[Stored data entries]
——

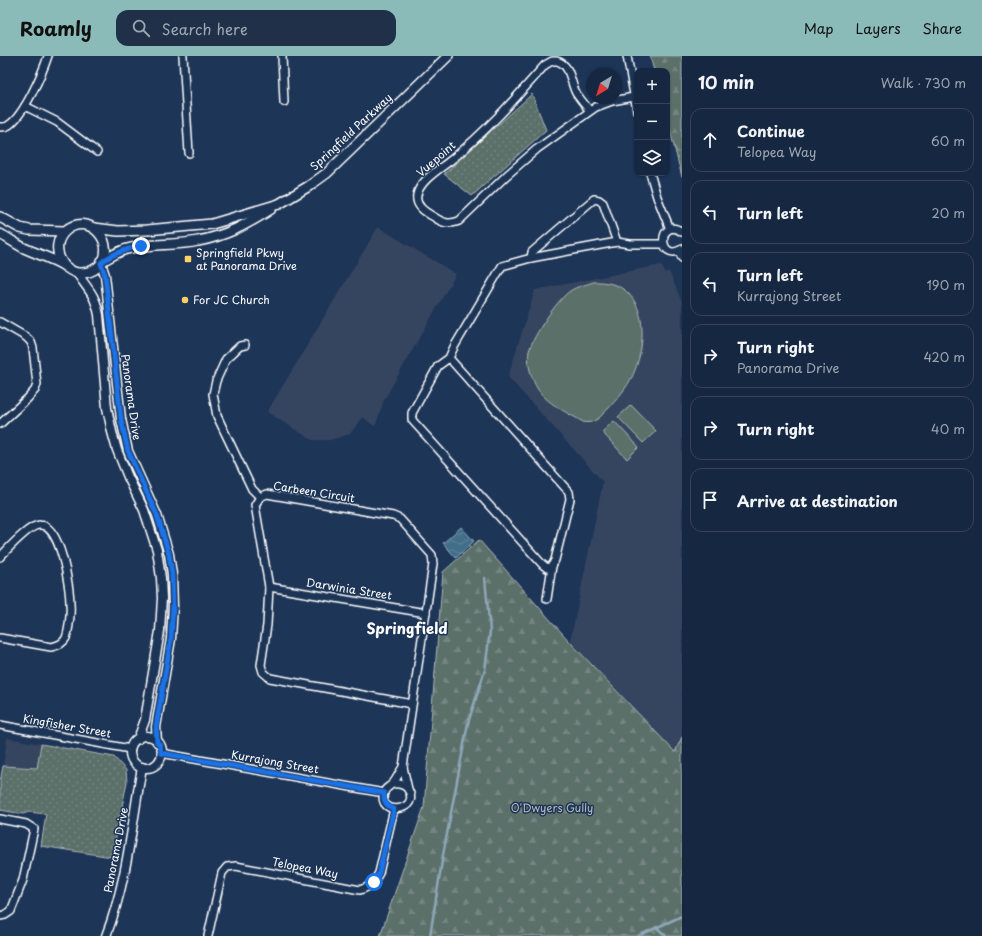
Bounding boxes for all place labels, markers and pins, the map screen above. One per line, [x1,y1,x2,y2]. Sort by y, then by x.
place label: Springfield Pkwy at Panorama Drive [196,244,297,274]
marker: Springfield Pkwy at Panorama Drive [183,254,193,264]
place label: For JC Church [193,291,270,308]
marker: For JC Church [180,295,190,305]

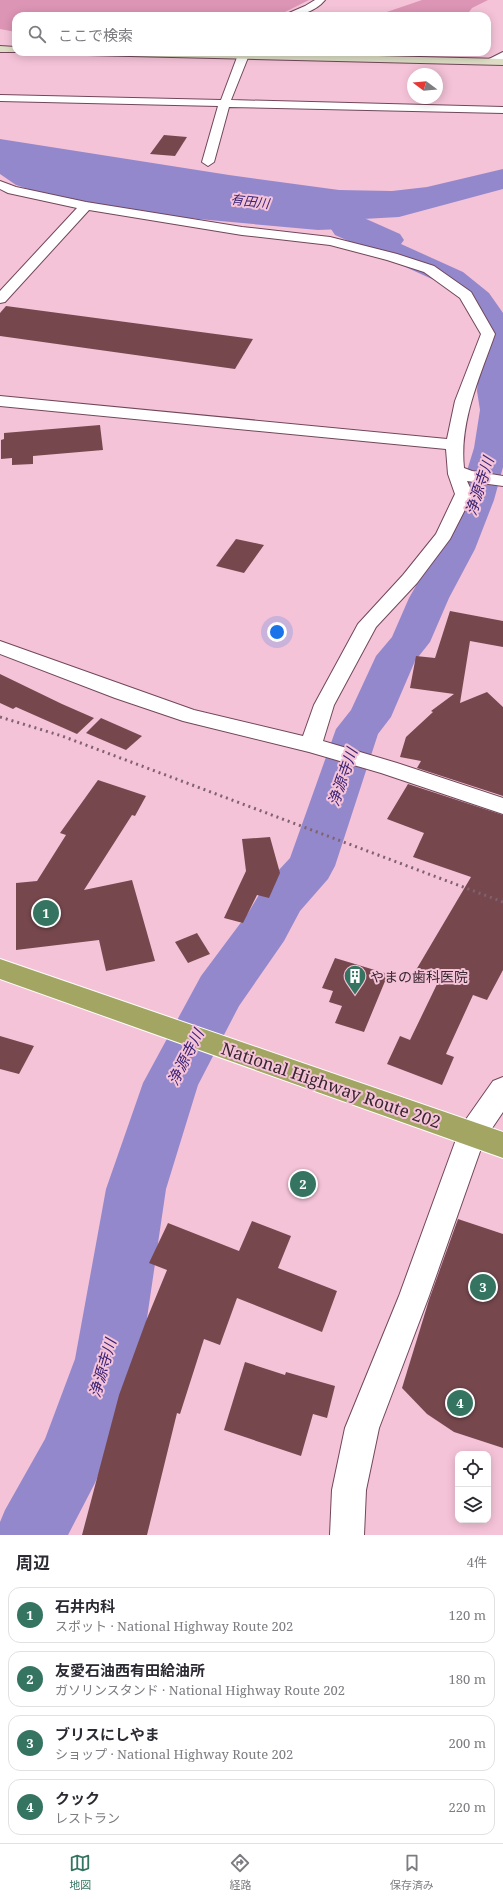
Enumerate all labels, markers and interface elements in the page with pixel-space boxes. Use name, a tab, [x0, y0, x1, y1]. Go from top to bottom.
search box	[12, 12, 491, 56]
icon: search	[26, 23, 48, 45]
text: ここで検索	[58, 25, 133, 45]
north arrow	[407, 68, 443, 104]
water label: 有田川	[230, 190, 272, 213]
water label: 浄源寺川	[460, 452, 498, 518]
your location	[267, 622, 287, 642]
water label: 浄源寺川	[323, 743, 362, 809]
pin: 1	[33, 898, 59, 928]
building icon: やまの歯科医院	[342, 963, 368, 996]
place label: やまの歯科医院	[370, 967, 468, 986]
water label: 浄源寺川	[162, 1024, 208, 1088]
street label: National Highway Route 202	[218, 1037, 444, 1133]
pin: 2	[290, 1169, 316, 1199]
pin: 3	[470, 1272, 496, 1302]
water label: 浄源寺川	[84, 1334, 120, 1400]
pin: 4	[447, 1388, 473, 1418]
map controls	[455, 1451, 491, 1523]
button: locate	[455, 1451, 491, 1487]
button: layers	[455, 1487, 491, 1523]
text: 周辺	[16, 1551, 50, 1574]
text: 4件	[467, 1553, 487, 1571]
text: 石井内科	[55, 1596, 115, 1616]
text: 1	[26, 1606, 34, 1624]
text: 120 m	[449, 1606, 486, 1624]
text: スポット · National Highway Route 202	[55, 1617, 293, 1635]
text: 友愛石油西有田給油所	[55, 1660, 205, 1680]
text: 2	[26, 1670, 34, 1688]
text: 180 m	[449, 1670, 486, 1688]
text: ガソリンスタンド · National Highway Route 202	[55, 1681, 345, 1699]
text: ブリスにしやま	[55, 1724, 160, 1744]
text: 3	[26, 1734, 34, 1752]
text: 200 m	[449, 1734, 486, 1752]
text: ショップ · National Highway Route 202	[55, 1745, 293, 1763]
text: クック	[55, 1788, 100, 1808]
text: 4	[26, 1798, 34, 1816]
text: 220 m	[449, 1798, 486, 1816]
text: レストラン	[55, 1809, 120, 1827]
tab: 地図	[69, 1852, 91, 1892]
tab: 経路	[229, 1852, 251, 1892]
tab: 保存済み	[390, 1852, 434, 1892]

——

_WHAT IS BEING ASKED_
Give the entries above again exactly, minus their pictures.

_PROBLEM SOLUTION_
Bounding boxes for all place labels, markers and pins, the map screen above. One per line, [x1,y1,x2,y2]. Sort by y, then by x.
place label: Springfield Pkwy at Panorama Drive [196,244,297,274]
marker: Springfield Pkwy at Panorama Drive [183,254,193,264]
place label: For JC Church [193,291,270,308]
marker: For JC Church [180,295,190,305]

Enumerate all labels, markers and interface elements in the page with pixel-space boxes. Use name, a tab, [x0, y0, x1, y1]. Go from top to bottom.
search box	[12, 12, 491, 56]
icon: search	[26, 23, 48, 45]
text: ここで検索	[58, 25, 133, 45]
north arrow	[407, 68, 443, 104]
water label: 有田川	[230, 190, 272, 213]
water label: 浄源寺川	[460, 452, 498, 518]
your location	[267, 622, 287, 642]
water label: 浄源寺川	[323, 743, 362, 809]
pin: 1	[33, 898, 59, 928]
building icon: やまの歯科医院	[342, 963, 368, 996]
place label: やまの歯科医院	[370, 967, 468, 986]
water label: 浄源寺川	[162, 1024, 208, 1088]
street label: National Highway Route 202	[218, 1037, 444, 1133]
pin: 2	[290, 1169, 316, 1199]
pin: 3	[470, 1272, 496, 1302]
water label: 浄源寺川	[84, 1334, 120, 1400]
pin: 4	[447, 1388, 473, 1418]
map controls	[455, 1451, 491, 1523]
button: locate	[455, 1451, 491, 1487]
button: layers	[455, 1487, 491, 1523]
text: 周辺	[16, 1551, 50, 1574]
text: 4件	[467, 1553, 487, 1571]
text: 石井内科	[55, 1596, 115, 1616]
text: 1	[26, 1606, 34, 1624]
text: 120 m	[449, 1606, 486, 1624]
text: スポット · National Highway Route 202	[55, 1617, 293, 1635]
text: 友愛石油西有田給油所	[55, 1660, 205, 1680]
text: 2	[26, 1670, 34, 1688]
text: 180 m	[449, 1670, 486, 1688]
text: ガソリンスタンド · National Highway Route 202	[55, 1681, 345, 1699]
text: ブリスにしやま	[55, 1724, 160, 1744]
text: 3	[26, 1734, 34, 1752]
text: 200 m	[449, 1734, 486, 1752]
text: ショップ · National Highway Route 202	[55, 1745, 293, 1763]
text: クック	[55, 1788, 100, 1808]
text: 4	[26, 1798, 34, 1816]
text: 220 m	[449, 1798, 486, 1816]
text: レストラン	[55, 1809, 120, 1827]
tab: 地図	[69, 1852, 91, 1892]
tab: 経路	[229, 1852, 251, 1892]
tab: 保存済み	[390, 1852, 434, 1892]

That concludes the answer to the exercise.